> Goal of the exercise
From the first line through the line containing "Annotation task. Build", transcribe the records exactly and include no other lines.
*** Supplied data Section Begins ***
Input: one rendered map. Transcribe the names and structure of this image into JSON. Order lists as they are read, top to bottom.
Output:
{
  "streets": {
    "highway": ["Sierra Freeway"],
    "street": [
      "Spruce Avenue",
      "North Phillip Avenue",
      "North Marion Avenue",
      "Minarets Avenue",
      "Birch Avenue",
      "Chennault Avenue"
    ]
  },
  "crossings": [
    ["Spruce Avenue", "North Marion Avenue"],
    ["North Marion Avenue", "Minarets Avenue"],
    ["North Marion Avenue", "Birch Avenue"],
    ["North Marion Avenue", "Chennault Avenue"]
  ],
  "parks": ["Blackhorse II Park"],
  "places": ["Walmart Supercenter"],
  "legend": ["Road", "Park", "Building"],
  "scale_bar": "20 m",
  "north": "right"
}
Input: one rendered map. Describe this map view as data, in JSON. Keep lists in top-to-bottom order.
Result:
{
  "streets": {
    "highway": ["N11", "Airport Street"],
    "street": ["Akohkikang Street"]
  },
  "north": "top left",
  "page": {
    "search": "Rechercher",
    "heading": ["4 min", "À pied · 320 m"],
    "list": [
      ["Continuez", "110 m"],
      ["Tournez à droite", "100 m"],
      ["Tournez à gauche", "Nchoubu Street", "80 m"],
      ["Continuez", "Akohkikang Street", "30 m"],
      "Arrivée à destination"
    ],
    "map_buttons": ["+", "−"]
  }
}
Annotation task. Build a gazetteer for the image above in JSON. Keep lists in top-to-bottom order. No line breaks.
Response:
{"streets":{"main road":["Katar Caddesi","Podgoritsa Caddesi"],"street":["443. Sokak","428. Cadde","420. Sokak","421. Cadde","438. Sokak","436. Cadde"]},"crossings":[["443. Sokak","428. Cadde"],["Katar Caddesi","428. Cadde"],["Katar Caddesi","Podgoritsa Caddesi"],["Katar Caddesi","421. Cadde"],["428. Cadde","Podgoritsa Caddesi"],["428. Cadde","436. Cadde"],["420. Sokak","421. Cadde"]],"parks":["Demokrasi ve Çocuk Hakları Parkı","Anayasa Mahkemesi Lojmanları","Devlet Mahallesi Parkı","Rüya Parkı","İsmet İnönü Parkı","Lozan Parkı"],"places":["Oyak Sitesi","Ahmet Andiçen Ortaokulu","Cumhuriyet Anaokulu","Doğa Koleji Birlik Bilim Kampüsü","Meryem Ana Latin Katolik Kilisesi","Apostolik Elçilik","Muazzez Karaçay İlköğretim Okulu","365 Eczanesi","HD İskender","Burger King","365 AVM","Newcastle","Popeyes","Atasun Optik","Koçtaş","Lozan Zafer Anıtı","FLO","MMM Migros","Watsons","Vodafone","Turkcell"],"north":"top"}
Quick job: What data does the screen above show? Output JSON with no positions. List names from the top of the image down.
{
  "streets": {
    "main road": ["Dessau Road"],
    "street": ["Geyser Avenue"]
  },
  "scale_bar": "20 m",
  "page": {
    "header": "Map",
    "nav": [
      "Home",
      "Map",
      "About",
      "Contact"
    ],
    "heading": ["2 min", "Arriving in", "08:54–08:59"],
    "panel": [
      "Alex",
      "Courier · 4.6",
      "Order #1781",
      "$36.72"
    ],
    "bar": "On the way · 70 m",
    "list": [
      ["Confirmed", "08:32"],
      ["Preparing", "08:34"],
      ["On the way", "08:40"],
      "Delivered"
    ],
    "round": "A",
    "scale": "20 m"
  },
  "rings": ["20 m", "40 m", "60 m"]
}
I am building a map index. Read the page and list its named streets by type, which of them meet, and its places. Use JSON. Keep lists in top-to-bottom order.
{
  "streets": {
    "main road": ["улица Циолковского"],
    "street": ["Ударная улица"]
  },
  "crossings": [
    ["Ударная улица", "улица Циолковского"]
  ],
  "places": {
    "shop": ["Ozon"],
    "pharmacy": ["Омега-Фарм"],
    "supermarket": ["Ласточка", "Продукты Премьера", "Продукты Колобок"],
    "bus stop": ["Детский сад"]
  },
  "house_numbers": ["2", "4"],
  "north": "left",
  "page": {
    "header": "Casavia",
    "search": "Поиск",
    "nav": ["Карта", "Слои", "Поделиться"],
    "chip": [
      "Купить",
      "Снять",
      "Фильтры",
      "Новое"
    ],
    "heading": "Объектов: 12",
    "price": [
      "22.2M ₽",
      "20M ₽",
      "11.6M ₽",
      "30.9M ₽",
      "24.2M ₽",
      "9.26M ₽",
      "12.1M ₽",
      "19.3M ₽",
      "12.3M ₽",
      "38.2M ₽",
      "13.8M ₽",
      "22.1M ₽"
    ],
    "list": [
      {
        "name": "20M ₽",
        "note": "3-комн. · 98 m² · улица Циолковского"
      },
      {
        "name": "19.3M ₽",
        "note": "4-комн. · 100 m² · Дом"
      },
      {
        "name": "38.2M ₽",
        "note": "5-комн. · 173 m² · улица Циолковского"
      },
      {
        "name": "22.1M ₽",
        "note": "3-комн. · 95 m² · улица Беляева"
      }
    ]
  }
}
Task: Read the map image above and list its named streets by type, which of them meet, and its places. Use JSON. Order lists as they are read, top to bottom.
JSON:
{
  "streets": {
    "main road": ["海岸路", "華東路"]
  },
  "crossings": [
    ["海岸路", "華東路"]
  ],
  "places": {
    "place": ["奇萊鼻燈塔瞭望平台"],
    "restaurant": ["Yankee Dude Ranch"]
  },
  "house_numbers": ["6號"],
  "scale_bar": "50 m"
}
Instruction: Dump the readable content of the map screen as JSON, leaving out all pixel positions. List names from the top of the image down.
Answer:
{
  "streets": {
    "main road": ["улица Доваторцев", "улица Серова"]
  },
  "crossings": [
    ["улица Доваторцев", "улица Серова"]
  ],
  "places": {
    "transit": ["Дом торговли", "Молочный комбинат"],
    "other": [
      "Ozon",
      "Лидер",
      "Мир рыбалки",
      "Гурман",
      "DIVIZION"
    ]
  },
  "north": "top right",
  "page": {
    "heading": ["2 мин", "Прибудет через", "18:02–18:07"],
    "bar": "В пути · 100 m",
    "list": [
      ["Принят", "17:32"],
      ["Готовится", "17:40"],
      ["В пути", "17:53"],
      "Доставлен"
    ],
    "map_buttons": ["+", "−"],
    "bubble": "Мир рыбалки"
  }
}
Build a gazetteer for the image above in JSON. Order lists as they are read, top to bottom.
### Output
*** Supplied data Section Ends ***
> Task result
Input: one rendered map. Transcribe the names and structure of this image into JSON. Order lists as they are read, top to bottom.
Output:
{
  "streets": {
    "highway": ["Sierra Freeway"],
    "street": [
      "Spruce Avenue",
      "North Phillip Avenue",
      "North Marion Avenue",
      "Minarets Avenue",
      "Birch Avenue",
      "Chennault Avenue"
    ]
  },
  "crossings": [
    ["Spruce Avenue", "North Marion Avenue"],
    ["North Marion Avenue", "Minarets Avenue"],
    ["North Marion Avenue", "Birch Avenue"],
    ["North Marion Avenue", "Chennault Avenue"]
  ],
  "parks": ["Blackhorse II Park"],
  "places": ["Walmart Supercenter"],
  "legend": ["Road", "Park", "Building"],
  "scale_bar": "20 m",
  "north": "right"
}
Input: one rendered map. Describe this map view as data, in JSON. Keep lists in top-to-bottom order.
Result:
{
  "streets": {
    "highway": ["N11", "Airport Street"],
    "street": ["Akohkikang Street"]
  },
  "north": "top left",
  "page": {
    "search": "Rechercher",
    "heading": ["4 min", "À pied · 320 m"],
    "list": [
      ["Continuez", "110 m"],
      ["Tournez à droite", "100 m"],
      ["Tournez à gauche", "Nchoubu Street", "80 m"],
      ["Continuez", "Akohkikang Street", "30 m"],
      "Arrivée à destination"
    ],
    "map_buttons": ["+", "−"]
  }
}
Annotation task. Build a gazetteer for the image above in JSON. Keep lists in top-to-bottom order. No line breaks.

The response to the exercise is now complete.